In the entries below, which lines run from the one containing "height:20px; margin:-10px; padding:0" to the one containing "width:14px; height:14px; translate:-50%"? Copy exactly those lines, ends included, and no others.

Top of Material for the task

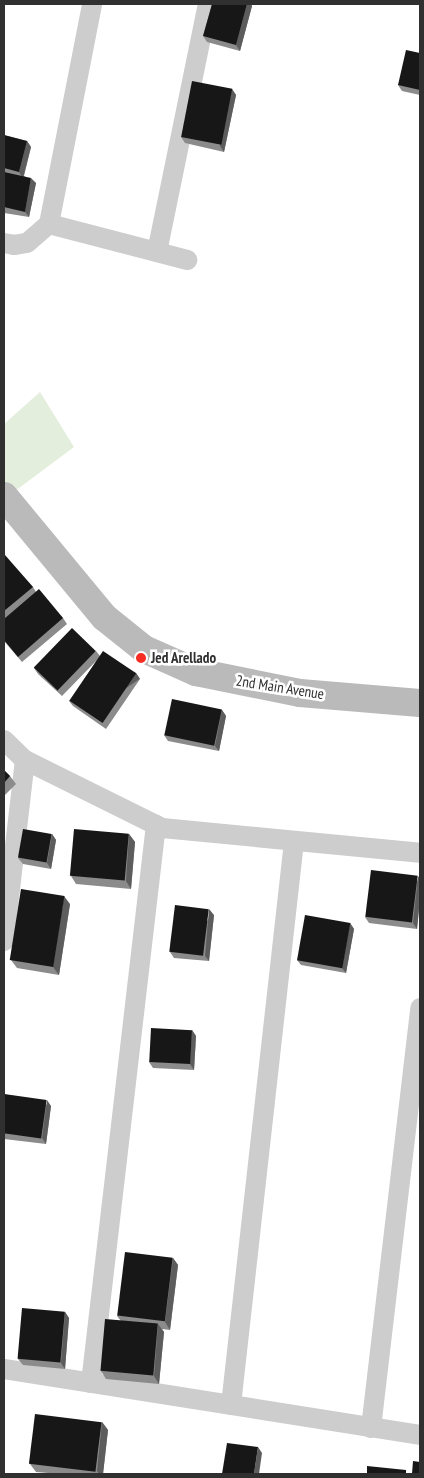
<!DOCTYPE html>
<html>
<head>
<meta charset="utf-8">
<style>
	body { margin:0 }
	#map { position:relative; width:424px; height:1478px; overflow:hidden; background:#fff; font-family:"PT Sans Narrow",sans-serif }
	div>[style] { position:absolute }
	.green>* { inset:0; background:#e4eedd }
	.street>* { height:20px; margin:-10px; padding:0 10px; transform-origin:10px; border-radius:10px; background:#cdcdcd }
	.secondary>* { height:28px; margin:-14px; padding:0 14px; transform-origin:14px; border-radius:14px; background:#bababa }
	.wall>* { inset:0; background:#8b8b8b }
	.shaded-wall>* { inset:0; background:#5d5d5d; transform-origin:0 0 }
	.building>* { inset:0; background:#171717; transform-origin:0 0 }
	.dots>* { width:14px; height:14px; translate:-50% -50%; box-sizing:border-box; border:2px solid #fff; border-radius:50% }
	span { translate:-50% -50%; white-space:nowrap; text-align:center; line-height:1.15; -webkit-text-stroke:5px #fff; paint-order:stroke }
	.poi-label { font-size:15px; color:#303030; font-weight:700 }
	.left { translate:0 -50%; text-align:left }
	.street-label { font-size:15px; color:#303030 }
	.frame { position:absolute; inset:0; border:5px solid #303030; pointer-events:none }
</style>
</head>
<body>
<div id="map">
	<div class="green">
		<div style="clip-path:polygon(40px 392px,74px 447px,7px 497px,4px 493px,4px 424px)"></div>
	</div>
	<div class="street">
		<div style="left:49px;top:224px;width:143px;rotate:14.6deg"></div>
		<div style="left:4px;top:243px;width:10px;rotate:11deg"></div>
		<div style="left:14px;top:245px;width:13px;rotate:-9deg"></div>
		<div style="left:27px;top:243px;width:29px;rotate:-41deg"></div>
		<div style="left:49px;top:224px;width:224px;rotate:-78.9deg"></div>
		<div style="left:157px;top:252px;width:253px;rotate:-78.4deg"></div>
		<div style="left:4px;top:740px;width:29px;rotate:44deg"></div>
		<div style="left:25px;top:760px;width:153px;rotate:26.4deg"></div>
		<div style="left:162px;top:828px;width:259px;rotate:5.5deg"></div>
		<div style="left:4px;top:941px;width:182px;rotate:-83.4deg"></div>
		<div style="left:4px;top:1369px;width:421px;rotate:9deg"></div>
		<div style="left:91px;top:1383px;width:562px;rotate:-83.36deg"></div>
		<div style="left:231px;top:1405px;width:567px;rotate:-83.62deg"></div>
		<div style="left:371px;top:1428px;width:423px;rotate:-83.3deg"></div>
	</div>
	<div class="secondary">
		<div style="left:4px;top:496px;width:157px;rotate:50.4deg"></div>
		<div style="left:104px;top:617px;width:51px;rotate:38.7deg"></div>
		<div style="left:144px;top:649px;width:57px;rotate:23.9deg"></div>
		<div style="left:196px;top:672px;width:106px;rotate:11.4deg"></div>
		<div style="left:300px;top:693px;width:120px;rotate:4.8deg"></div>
	</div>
	<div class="wall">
		<div style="clip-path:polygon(212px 4px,251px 4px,252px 6px,240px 51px,207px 42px,203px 36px)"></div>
		<div style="clip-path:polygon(420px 53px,420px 95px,402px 91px,398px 85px)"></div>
		<div style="clip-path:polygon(232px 89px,236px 95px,224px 152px,185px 143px,181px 137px)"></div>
		<div style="clip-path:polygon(4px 135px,27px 141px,31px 147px,24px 176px,36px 183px,29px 217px,4px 213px)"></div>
		<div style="clip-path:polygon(4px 556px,33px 587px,36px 592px,63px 618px,67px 624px,22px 662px,4px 641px)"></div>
		<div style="clip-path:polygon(96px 651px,100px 656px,136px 673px,140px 679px,106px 729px,73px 706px,69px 701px,97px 660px,62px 696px,38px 674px,34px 668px)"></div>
		<div style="clip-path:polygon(222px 710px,226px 716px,219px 751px,168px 741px,164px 735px)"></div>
		<div style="clip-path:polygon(4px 770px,10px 776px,16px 784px,4px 796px)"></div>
		<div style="clip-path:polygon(52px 834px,56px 840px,51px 869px,23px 864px,18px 858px)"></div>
		<div style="clip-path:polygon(129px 834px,135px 842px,131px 889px,76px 884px,71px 876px)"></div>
		<div style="clip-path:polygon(420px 879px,420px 899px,417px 929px,369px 923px,365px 917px)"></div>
		<div style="clip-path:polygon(70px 904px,59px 975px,17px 968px,11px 960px)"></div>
		<div style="clip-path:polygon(214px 915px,209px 961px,174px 958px,170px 952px)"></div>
		<div style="clip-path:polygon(350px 923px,354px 929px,346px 973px,301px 965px,297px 960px)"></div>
		<div style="clip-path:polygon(192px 1030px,196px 1036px,194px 1070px,153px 1068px,149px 1062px)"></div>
		<div style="clip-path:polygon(4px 1094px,51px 1106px,46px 1144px,4px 1139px)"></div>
		<div style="clip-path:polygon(173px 1258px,178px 1265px,170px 1330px,162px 1329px,164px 1332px,159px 1384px,106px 1379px,101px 1371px,121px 1321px,117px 1316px)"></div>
		<div style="clip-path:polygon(65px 1312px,69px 1318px,65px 1369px,23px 1365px,18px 1359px)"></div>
		<div style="clip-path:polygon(102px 1422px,108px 1430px,103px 1474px,60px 1474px,36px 1472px,30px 1464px)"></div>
	</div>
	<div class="shaded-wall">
		<div style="clip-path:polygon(247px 4px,251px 4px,252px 6px,240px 51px,236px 45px)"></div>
		<div style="clip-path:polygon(232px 89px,236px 95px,224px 152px,220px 146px)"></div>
		<div style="clip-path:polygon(27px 141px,31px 147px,23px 178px,19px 172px)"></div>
		<div style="clip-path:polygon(31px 178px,36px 183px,29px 217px,25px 212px)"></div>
		<div style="left:136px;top:673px;width:7px;height:60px;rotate:56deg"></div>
		<div style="clip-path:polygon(222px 710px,226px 716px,219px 751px,215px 746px)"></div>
		<div style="clip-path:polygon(52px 834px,56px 840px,51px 869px,47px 863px)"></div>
		<div style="clip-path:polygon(129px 834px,135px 842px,131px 889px,126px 881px)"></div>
		<div style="clip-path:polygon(418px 876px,420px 879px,420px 899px,417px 929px,413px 923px)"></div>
		<div style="clip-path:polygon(64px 896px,70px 904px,59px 975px,53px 967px)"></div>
		<div style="clip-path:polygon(209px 909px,214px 915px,209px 961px,205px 956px)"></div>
		<div style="clip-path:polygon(350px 923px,354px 929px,346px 973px,342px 968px)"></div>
		<div style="clip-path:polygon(192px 1030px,196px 1036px,194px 1070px,190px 1064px)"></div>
		<div style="clip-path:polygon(47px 1100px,51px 1106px,46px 1144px,42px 1138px)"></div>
		<div style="clip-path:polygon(173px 1258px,178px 1265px,170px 1330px,165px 1322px)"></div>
		<div style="clip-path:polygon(65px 1312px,69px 1318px,65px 1369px,61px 1363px)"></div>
		<div style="clip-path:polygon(158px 1324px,164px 1332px,159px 1384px,154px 1376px)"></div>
		<div style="clip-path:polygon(102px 1422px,108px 1430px,103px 1474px,99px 1474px,97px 1471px)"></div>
		<div style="clip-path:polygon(258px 1447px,262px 1453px,259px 1474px,254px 1474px)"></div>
	</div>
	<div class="building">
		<div style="clip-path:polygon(212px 4px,247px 4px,236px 45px,203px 36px)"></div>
		<div style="clip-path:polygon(406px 50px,420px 53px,420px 90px,398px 85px)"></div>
		<div style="left:192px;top:81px;width:41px;height:57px;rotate:11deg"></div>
		<div style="clip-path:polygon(4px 135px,27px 141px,19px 172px,4px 168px)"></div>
		<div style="clip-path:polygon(4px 172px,31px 178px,25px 212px,4px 207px)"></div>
		<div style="clip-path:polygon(5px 555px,33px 587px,4px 611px,4px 556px)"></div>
		<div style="clip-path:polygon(39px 589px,63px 618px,18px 657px,4px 640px,4px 619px)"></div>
		<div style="left:72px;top:628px;width:33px;height:55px;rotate:44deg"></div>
		<div style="left:103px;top:651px;width:40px;height:60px;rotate:34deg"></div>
		<div style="left:172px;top:699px;width:51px;height:37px;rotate:12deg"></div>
		<div style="clip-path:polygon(4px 770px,10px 776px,4px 783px)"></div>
		<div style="left:23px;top:829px;width:29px;height:29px;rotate:10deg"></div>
		<div style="left:74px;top:829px;width:55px;height:47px;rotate:5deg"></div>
		<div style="left:371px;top:870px;width:47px;height:47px;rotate:7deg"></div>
		<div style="left:21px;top:889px;width:44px;height:72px;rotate:9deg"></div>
		<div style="left:175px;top:905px;width:34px;height:47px;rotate:7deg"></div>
		<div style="left:305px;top:915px;width:46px;height:46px;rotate:10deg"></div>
		<div style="left:151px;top:1028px;width:41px;height:34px;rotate:3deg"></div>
		<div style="left:4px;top:1094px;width:43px;height:39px;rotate:8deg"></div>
		<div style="left:125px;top:1252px;width:48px;height:64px;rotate:7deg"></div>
		<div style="left:22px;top:1308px;width:43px;height:51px;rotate:5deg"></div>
		<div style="left:105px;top:1319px;width:53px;height:52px;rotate:5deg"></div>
		<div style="left:35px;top:1414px;width:67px;height:50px;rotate:7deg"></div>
		<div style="clip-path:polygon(227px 1443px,258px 1447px,254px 1474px,222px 1474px)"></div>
		<div style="clip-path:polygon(413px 1461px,420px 1462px,420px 1474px,412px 1474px)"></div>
		<div style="clip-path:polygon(367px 1466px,406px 1470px,406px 1474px,367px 1474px)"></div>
	</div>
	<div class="dots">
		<div style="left:141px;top:658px;background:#f62d23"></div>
	</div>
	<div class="poi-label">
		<span class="left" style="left:151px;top:658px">Jed Arellado</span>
	</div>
	<div class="street-label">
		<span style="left:280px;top:687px;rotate:9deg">2nd Main Avenue</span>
	</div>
	<div class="frame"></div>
</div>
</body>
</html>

Bottom of Material for the task

# [Result below]
	.street>* { height:20px; margin:-10px; padding:0 10px; transform-origin:10px; border-radius:10px; background:#cdcdcd }
	.secondary>* { height:28px; margin:-14px; padding:0 14px; transform-origin:14px; border-radius:14px; background:#bababa }
	.wall>* { inset:0; background:#8b8b8b }
	.shaded-wall>* { inset:0; background:#5d5d5d; transform-origin:0 0 }
	.building>* { inset:0; background:#171717; transform-origin:0 0 }
	.dots>* { width:14px; height:14px; translate:-50% -50%; box-sizing:border-box; border:2px solid #fff; border-radius:50% }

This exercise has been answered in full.